Sur un compte-titres, tout revenu est ­im­posé. Les dividendes sur les actions françaises, européennes ou de pays ayant signé une convention fiscale avec la France sont depuis 2018 soumis au prélèvement forfaitaire unique (PFU) de 30 %, composé de 17,2 % de prélèvements ­sociaux et de 12,8 % d’impôt sur le ­revenu. Mais vous pouvez toujours ­opter pour une imposition au barème progressif de l’impôt et, ainsi, continuer à bénéficier de l’abattement de 40 % jusqu’alors en vigueur. Ce dernier cas de figure est plus avantageux si vous ne payez pas ou peu d’impôt. Le PFU s’applique aussi sur les plus-­values. Là encore, il est possible de choisir l’ancien régime d’imposition et de bénéficier d’un abattement qui dépend de la durée de détention des titres (50 % entre deux et huit ans, 65 % au-delà de huit ans). Attention, ces abattements ne s’appliquent plus qu’aux titres acquis avant 2018.

Ces évolutions fiscales concernent les dirigeants de PME partant à la retraite et ayant cédé les actions de leur société. Jusqu’alors, ils avaient droit au titre de l’impôt sur le revenu à deux abattements : un forfaitaire spécial de 500 000 euros et un autre pour durée de détention (50 % entre plus d’un an et moins de quatre ans, 65 % depuis quatre ans et moins de huit ans, et 85 % depuis plus de huit ans). Désormais, ils doivent faire un choix car la taxation forfaitaire unique s’applique de plein droit, sauf à privilégier le barème progressif de l’impôt. Dans ce cas, ils peuvent opter pour un abattement fixe de 500 000 euros ou pour un abattement proportionnel selon la durée de détention des titres dès lors qu’ils les ont acquis avant le 1er janvier 2018.

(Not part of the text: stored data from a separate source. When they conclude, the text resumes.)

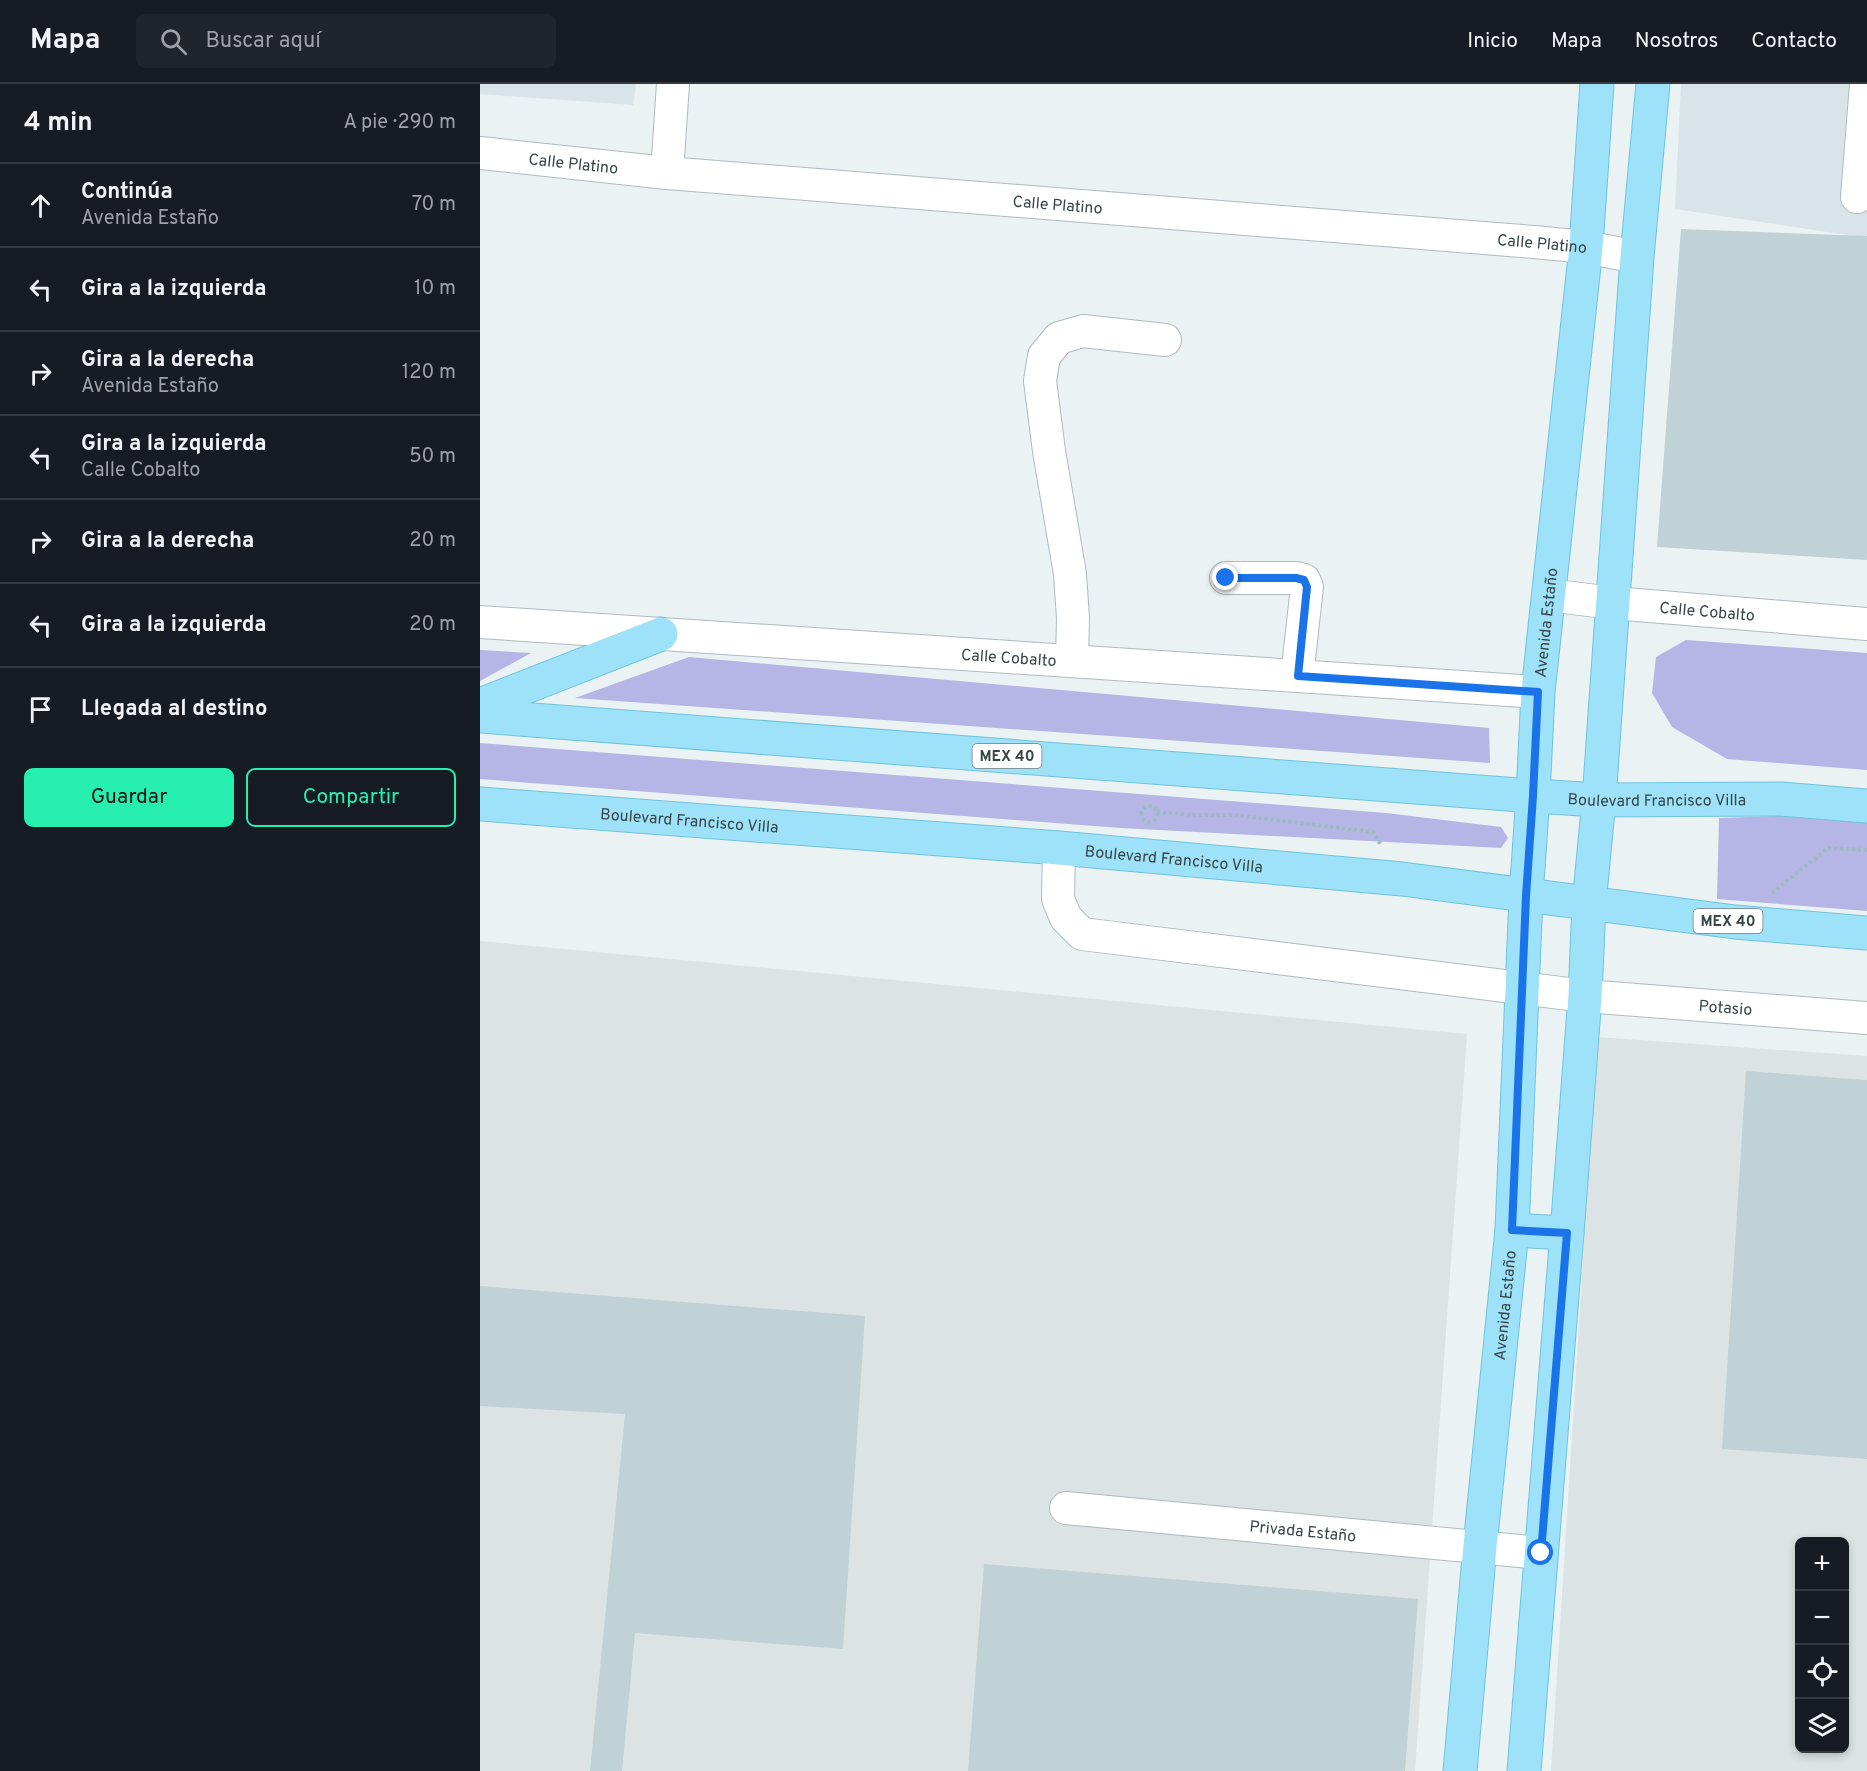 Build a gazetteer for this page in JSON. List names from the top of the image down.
{
  "streets": {
    "main road": ["Avenida Estaño", "MEX 40", "Boulevard Francisco Villa"],
    "street": [
      "Calle Platino",
      "Calle Cobalto",
      "Potasio",
      "Privada Estaño"
    ]
  },
  "crossings": [
    ["Calle Platino", "Avenida Estaño"],
    ["Calle Cobalto", "Avenida Estaño"],
    ["Avenida Estaño", "Boulevard Francisco Villa"],
    ["Avenida Estaño", "Potasio"],
    ["Avenida Estaño", "Privada Estaño"],
    ["Boulevard Francisco Villa", "Potasio"]
  ],
  "page": {
    "header": "Mapa",
    "search": "Buscar aquí",
    "nav": [
      "Inicio",
      "Mapa",
      "Nosotros",
      "Contacto"
    ],
    "heading": ["4 min", "A pie · 290 m"],
    "list": [
      ["Continúa", "Avenida Estaño", "70 m"],
      ["Gira a la izquierda", "10 m"],
      ["Gira a la derecha", "Avenida Estaño", "120 m"],
      ["Gira a la izquierda", "Calle Cobalto", "50 m"],
      ["Gira a la derecha", "20 m"],
      ["Gira a la izquierda", "20 m"],
      "Llegada al destino"
    ],
    "buttons": ["Guardar", "Compartir"],
    "map_buttons": ["+", "−"]
  }
} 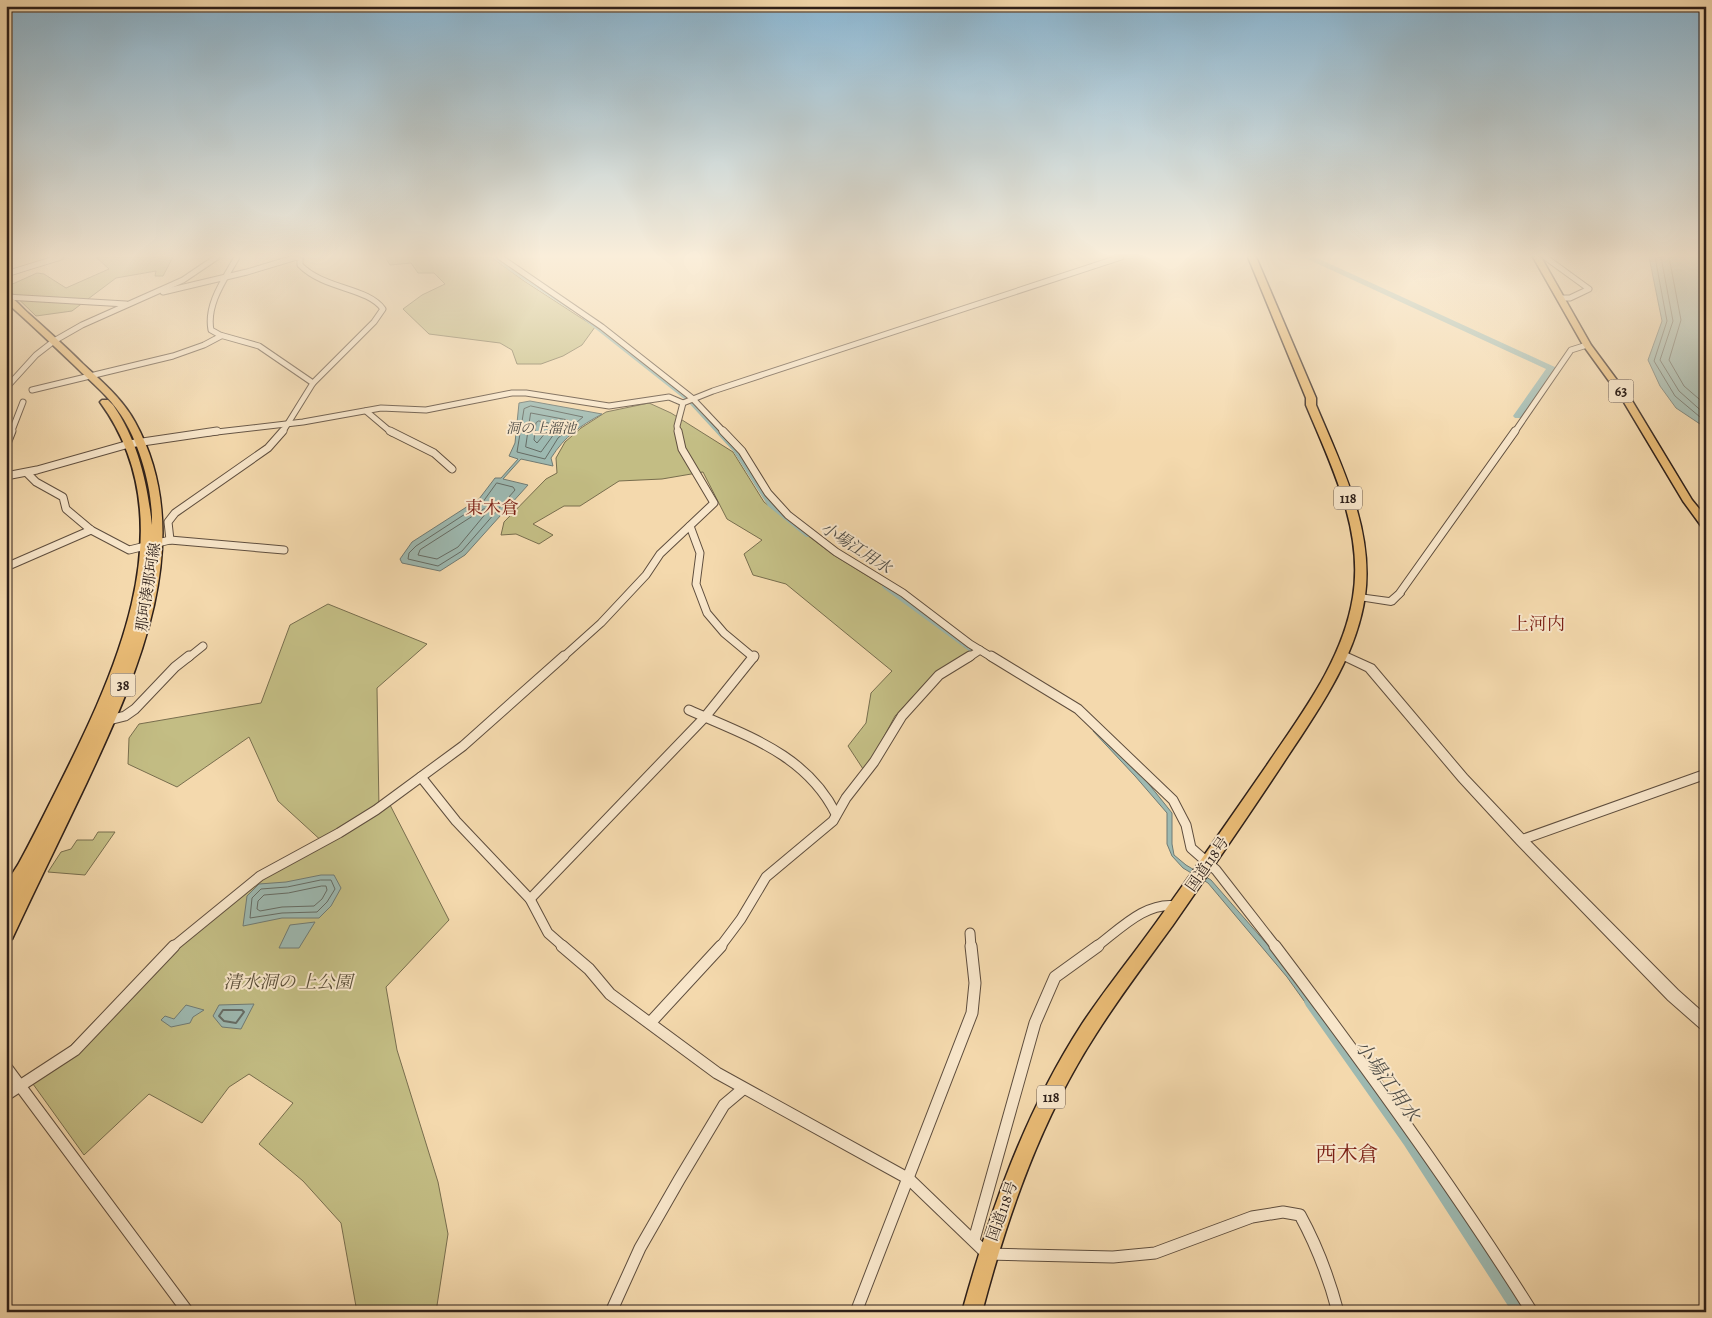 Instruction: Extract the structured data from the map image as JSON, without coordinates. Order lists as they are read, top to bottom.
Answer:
{
  "streets": {
    "main road": [
      "63",
      "118",
      "那珂湊那珂線",
      "38",
      "国道118号"
    ]
  },
  "districts": ["東木倉", "上河内", "西木倉"],
  "water": ["洞の上溜池", "小場江用水"],
  "parks": ["清水洞の 上公園"]
} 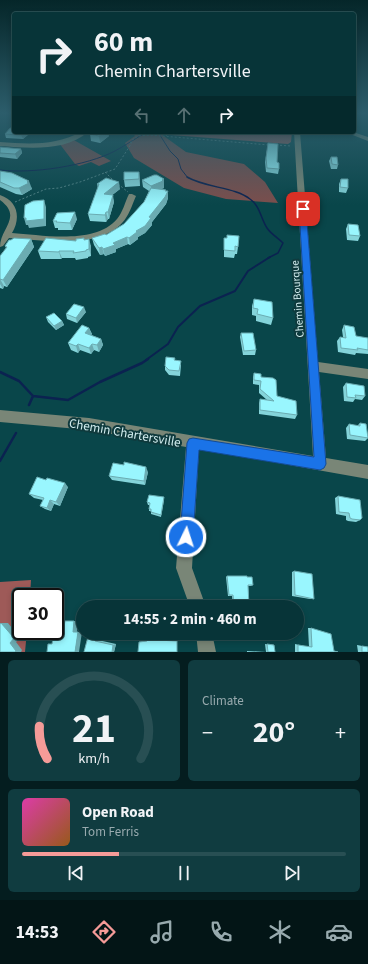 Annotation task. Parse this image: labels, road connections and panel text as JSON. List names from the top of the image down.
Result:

Appliquée depuis août 2012, la taxe sur les transactions financières s’élève depuis 2017 à 0,3 % (contre 0,2 % auparavant). Cet impôt porte sur tous les achats de titres de sociétés cotées dont le siège social est en France et qui ­affichent une capitalisation boursière de plus d’un milliard d’euros, soit à l’heure actuelle 129 valeurs.

A noter que les titres détenus dans un plan d’épargne en actions (PEA) ­supportent la fiscalité applicable à cette enveloppe (voir p. 60).

Où souscrire ? 

Via votre banque ou bien un courtier en ligne, les tarifs étant plus compétitifs chez ce dernier. Citons par exemple : Bourse Direct, Boursorama Banque, Degiro, Fortuneo Banque, Saxo Banque.